#### Available records

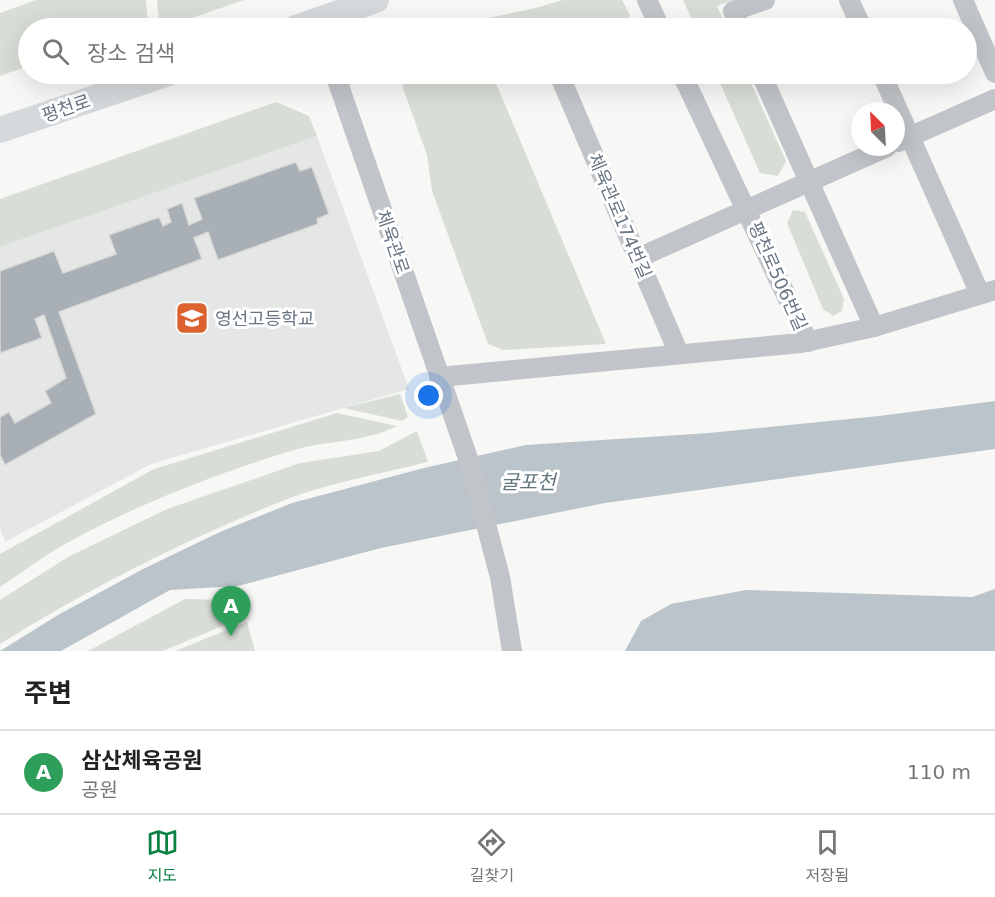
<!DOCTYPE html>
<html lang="ko">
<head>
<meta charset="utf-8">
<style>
	:root { --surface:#fff; --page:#f6f6f6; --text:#222; --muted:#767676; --line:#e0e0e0; --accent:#0b8043 }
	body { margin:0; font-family:"DejaVu Sans","Noto Sans KR",sans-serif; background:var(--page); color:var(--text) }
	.compass { position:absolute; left:851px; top:102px; width:54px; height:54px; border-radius:50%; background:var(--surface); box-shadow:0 6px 24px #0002; rotate:336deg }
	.you { position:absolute; left:429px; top:396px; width:21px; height:21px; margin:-15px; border:4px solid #fff; border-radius:50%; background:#1a73e8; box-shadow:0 0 0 9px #1a73e833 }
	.badge { display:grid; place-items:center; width:39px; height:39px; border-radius:50%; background:var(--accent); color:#fff; font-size:20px; font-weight:700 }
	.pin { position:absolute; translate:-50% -50px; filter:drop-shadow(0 2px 3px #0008) }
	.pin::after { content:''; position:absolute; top:32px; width:21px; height:18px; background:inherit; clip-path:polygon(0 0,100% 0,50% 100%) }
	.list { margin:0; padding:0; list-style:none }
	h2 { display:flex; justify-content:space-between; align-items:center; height:78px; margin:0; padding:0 24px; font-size:26px }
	h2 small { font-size:20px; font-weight:400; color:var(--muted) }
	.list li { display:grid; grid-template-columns:39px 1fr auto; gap:18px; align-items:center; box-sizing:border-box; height:84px; padding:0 24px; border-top:2px solid var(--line) }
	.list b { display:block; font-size:22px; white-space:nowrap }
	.list p { margin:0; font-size:20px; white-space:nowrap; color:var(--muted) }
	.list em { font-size:20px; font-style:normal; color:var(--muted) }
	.icon { flex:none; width:33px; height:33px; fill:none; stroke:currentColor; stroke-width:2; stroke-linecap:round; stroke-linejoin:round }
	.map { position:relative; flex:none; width:995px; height:651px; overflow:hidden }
	.search { position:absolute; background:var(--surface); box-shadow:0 6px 24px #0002; left:18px; right:18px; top:18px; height:66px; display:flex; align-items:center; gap:15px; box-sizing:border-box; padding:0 21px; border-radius:33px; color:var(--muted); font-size:22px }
	.sheet { height:162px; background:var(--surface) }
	nav { display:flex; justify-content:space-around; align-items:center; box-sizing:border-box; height:84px; border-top:2px solid var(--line); background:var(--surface); font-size:16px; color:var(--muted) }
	nav a { display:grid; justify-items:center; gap:3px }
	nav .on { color:var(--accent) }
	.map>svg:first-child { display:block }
</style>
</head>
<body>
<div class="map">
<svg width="995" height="651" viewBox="0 0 995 651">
	<rect width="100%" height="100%" fill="#f7f7f5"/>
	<path fill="#e5e6e6" d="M317,136L409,389L151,464L5,542L0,528V247Z"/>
	<g fill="#d8ded6">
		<path d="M36,0H146L148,23L143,28H28V66L0,76V13Z"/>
		<path d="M157,0H244L166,27L159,21Z"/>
		<path d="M562,0H622L630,15L623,28H453C488,15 526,13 562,0Z"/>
		<path d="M683,0H733L717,6L727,28H696Z"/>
		<path d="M405,74H518L495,81L606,344L503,350L488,344L432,191L427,155L403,88Z"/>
		<path d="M716,74H747L786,161L778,176L760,173Z"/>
		<path d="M276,102L309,116L317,136L0,247V199Z"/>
		<path d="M793,210L805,212L844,299L842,311L833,316L823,309L787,223Z"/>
		<path d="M400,394L408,417L402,421L344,408Z"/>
		<path d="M337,413L397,426C364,443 323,440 287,452C211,476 134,506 65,544C42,557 21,573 0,587V554L154,469Z"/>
		<path d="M417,431L428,462C384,473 333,482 290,498C190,537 91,587 0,644V600L68,557L167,509L300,463L379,451Z"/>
		<path d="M185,599L235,600L246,616L163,651H88Z"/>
		<path d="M247,622L255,651H175Z"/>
	</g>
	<g fill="#bbc4ca">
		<path d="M995,401V449L605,503L381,548L238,586L170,590L61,651H0L58,615L143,569L220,532L292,503L424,468L526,445L709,433L879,416Z"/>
		<path d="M995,589V651H625L641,621L671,604L746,590L972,597Z"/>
	</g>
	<path fill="#a8afb5" stroke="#d9d9d7" stroke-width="1.5" d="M296,162L300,171L312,167L329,214L317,219L318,224L218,260L208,232L194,238L202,259L59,312L96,414L5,465L0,455V417L9,412L15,423L51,403L45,391L66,378L44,315L35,319L42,338L0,353V271L54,251L63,273L116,254L109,235L159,217L163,226L171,222L167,209L182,203L189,225L202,219L194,198Z"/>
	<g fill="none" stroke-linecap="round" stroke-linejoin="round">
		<g stroke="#c1c4c8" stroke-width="20">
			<path d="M647,0L660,28"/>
			<path d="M849,0L862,28"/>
			<path d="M963,0L995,73"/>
			<path d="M741,28L733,11L765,0"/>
			<path d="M335,74L470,464L500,577L512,651"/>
			<path d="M682,74L808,342"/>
			<path d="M761,74L874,327"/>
			<path d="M882,74L980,294"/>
			<path d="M561,79L679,354"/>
			<path d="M898,142L995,99"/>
			<path d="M638,258L887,147"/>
			<path d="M439,377L801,343L874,327L995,290"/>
		</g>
		<g stroke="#d5d9dc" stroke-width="26">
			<path d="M296,28L376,0"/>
			<path d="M0,130L166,74"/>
		</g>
	</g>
	<defs>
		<g id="school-square" transform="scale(1.725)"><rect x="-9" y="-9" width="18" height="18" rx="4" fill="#dc6330" stroke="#fff"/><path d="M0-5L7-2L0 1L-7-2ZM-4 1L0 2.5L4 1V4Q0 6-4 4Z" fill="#fff"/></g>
	</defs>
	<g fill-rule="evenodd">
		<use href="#school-square" x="192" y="318"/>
	</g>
	<g text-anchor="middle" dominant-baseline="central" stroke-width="6" stroke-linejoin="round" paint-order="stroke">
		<g font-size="18" fill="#687684" stroke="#fff">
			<text transform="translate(66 108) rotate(-19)">평천로</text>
			<text transform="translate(620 216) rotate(67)">체육관로174번길</text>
			<text transform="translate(393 242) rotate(71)">체육관로</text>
			<text transform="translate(778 276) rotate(66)">평천로506번길</text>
		</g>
		<g font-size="18" fill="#687684" stroke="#fff" text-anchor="start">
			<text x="215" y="318">영선고등학교</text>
		</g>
		<g font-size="20" font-style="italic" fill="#637780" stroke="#fff">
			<text x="528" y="482">굴포천</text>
		</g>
	</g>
</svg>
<svg class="compass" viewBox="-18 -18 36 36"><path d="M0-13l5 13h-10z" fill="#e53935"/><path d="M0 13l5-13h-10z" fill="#767676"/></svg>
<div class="you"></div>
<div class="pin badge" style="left:231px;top:636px;background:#2e9e5b">A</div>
<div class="search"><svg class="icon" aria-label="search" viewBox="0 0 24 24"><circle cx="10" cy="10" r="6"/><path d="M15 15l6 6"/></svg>장소 검색</div>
</div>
<section class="sheet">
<h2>주변<small></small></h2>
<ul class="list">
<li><span class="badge" style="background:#2e9e5b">A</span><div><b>삼산체육공원</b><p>공원</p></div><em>110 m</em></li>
</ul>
</section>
<nav>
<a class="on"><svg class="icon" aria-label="map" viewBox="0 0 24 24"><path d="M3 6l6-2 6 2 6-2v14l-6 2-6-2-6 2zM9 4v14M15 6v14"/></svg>지도</a>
<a><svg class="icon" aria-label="directions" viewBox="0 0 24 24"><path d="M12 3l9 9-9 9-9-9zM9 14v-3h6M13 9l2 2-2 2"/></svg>길찾기</a>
<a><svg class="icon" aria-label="saved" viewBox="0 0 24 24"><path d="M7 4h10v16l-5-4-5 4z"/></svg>저장됨</a>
</nav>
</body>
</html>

########

Go through the data and copy every line that includes "nowrap".

	.list b { display:block; font-size:22px; white-space:nowrap }
	.list p { margin:0; font-size:20px; white-space:nowrap; color:var(--muted) }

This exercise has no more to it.